Literally everyone I met had had a daily bear encounter by my fourth day in the Glacier backcountry. Everyone but me. Maybe I was trying too hard. Perhaps, it was just not yet my time.
I am hiking fast from the head of Elizabeth Lake, up the Belly River drainage and then a ford to Cosley Lake to my next campsite at Glenns Lake. “Avoid surprising a bear,” the Ranger said, which sounded like good life advice. Just let them know you are coming, and you avoid most of the problems.
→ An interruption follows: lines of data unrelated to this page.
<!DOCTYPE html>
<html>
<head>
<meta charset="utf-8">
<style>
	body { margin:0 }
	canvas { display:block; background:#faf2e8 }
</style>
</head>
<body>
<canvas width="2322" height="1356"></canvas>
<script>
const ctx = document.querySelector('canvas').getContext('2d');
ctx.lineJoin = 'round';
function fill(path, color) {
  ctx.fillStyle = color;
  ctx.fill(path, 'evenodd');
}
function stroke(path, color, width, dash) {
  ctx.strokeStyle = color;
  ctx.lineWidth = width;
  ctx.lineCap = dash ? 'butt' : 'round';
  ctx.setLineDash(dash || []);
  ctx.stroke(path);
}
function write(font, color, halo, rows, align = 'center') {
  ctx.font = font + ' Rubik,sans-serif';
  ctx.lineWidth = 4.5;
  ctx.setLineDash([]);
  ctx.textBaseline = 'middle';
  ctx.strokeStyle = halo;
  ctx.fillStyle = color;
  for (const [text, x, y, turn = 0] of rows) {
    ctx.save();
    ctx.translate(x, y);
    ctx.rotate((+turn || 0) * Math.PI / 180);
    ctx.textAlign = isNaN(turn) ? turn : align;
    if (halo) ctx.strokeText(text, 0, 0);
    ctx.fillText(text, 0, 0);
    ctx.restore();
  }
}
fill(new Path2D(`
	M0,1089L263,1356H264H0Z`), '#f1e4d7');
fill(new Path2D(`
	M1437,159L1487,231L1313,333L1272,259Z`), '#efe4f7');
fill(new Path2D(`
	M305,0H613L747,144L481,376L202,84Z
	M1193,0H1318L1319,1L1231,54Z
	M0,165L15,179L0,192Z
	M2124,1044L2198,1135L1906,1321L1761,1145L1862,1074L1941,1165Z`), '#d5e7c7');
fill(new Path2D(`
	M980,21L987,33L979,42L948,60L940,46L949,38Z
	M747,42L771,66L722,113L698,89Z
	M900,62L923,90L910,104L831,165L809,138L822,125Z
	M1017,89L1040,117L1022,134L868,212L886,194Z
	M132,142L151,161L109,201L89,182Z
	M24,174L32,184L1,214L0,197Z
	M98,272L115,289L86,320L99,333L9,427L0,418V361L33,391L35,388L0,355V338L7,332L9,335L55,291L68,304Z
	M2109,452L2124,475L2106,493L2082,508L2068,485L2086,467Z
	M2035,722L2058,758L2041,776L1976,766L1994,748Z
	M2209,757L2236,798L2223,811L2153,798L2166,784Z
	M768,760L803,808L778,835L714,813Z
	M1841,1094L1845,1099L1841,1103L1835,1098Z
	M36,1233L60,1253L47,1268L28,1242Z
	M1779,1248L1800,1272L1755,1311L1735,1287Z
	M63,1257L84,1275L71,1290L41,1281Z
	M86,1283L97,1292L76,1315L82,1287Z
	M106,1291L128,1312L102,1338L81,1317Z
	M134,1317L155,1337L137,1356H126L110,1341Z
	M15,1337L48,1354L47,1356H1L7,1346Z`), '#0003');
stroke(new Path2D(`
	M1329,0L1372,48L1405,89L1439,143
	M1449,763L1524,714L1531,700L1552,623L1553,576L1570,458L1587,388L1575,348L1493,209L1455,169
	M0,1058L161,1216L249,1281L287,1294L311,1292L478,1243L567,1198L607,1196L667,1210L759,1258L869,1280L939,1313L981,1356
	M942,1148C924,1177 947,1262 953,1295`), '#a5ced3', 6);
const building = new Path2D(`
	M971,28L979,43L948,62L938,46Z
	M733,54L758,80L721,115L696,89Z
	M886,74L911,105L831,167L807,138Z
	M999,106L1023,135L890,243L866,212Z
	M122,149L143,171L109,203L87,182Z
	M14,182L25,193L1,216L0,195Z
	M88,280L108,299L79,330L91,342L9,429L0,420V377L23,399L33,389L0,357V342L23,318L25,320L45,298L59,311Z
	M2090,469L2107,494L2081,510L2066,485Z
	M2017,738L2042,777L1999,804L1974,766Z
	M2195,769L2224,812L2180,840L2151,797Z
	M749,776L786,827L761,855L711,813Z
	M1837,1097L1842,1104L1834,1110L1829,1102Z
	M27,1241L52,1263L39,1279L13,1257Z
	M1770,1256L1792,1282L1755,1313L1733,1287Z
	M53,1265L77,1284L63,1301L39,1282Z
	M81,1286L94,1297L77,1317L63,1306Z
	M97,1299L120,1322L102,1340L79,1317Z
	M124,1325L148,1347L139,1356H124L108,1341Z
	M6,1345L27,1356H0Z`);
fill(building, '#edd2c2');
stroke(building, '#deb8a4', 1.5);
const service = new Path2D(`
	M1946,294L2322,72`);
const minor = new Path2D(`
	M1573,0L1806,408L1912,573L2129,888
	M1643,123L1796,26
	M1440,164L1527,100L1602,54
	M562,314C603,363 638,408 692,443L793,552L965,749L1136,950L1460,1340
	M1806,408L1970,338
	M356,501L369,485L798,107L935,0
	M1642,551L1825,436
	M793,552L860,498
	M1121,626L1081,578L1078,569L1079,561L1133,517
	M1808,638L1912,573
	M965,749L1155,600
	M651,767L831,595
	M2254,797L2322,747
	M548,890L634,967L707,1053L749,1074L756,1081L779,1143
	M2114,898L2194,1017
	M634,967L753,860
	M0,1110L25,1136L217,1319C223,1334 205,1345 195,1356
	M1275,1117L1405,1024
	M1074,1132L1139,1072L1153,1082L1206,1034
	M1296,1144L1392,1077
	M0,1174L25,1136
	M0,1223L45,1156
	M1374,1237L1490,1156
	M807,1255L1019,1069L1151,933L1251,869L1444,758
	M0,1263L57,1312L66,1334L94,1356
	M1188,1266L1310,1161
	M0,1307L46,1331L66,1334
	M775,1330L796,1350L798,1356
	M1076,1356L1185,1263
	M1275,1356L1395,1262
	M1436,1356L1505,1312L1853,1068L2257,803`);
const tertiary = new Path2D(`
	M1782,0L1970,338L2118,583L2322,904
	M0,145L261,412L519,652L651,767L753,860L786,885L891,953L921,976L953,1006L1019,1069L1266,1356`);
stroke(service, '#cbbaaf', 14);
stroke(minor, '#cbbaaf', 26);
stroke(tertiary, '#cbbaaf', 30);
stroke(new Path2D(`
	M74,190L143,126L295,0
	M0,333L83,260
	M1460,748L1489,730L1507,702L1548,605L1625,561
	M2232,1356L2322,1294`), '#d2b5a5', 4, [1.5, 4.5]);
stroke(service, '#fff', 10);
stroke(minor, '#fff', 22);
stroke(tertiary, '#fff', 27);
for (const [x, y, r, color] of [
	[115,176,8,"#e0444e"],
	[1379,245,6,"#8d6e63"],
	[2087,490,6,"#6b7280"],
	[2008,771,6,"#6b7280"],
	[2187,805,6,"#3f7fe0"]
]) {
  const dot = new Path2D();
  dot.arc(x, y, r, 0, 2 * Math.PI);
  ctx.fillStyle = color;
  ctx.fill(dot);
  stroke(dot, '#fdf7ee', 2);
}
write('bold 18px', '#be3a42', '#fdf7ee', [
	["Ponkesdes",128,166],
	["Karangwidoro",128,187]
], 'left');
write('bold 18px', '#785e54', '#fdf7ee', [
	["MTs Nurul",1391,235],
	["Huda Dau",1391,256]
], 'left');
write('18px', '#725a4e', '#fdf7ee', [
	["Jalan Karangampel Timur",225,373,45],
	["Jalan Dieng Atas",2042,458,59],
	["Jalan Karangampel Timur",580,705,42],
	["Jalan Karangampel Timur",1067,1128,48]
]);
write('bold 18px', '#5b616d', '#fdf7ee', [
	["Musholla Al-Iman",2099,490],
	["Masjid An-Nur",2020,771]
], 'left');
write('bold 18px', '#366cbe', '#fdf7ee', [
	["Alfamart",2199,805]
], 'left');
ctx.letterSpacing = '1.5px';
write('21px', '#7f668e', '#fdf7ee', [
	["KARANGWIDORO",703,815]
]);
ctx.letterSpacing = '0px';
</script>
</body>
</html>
I am striding along, looking out for bear, staying out of trouble, and BOOM I walk into the ass of a 1,000 pound bull moose. How I could not see this enormous thing, I do not understand, but the trail exploded and the moose took off down the trail in front of me. “Holy shit, George, that was stupid. You need to pay attention.” I am thinking “bear” so much, I do not see “moose.” I start walking again–there is only this one narrow trail out of there–and have just the time to tell myself “you don’t want to make THAT mistake twice,” when BOOM–same moose explodes a second time out of the trailside as I come over a little crest.
We’re both stuck now. With a steep slope down to the lake on my right or up the mountain on my left, this little path is the only avenue for anything larger than a chipmunk that wants to get away from anything. Clearly, this moose wants to get away from me, and I’d pretty much like to get away from him. So now I’m walking slowly forward, calling softly “hey, moose; hey, moose,” and every fifty feet or so there he is, shocked and offended that I’m still there. He’s bolting off, I’m trying to get to Glenns Lake, and I’m hoping he doesn’t decide he’d really rather get away from me by going the other way down the trail and over me.
We finally worked it out. I’d walk, he’d bolt, and I could hear him stressing, making these deep little “huff, huff” noises, but we both, together, eventually made it to the foot of Elizabeth Lake where he was able to get off the trail and let me pass. I was happy for him.
I decided to stop thinking “bear.” If I didn’t notice a moose standing right in front of me, how did I expect to see a bear half its size? “Do not seek the bear”–there’s this little Zen master voice I start hearing inside my head after a few days out–“let the bear come to you.” After a pause, I just shook my head and said “that’s the stupidest thing you’ve thought in a while.”
The trail up to and down the other side of Ptarmigan Pass
It’s not as if big animals are jumping out of the shrubbery every 100 yards, but after bumping into a moose once or twice you realize that you have probably already walked right past a couple of bears and mountain lions and mountain goats without seeing them. Conversely, the smaller creatures–the martins and birds and marmots–you have to wonder why you see them so much when there is so much else out there ready to eat them. Walking the trail up to Ptarmigan Pass, I came upon–wait for it–a ptarmigan! You’d think a delicious giant quail would fly the heck away, but this one just stood there and told its chicks to join it in the path of a giant omnivore.
I eventually had to shoo them away from my boots so I could continue. All I could think afterward was “I feel like a fraud right now.I really need to look in the dictionary when I get home. I don’t know if it’s the “p” or the “t” that’s silent in “ptarmigan,” and enunciating them both about half-way is cowardly. I need to stop thinking about this bird” Even typing both the “p” and the “t” right now feels dishonest. “Ptarmigan.” What a stupid word.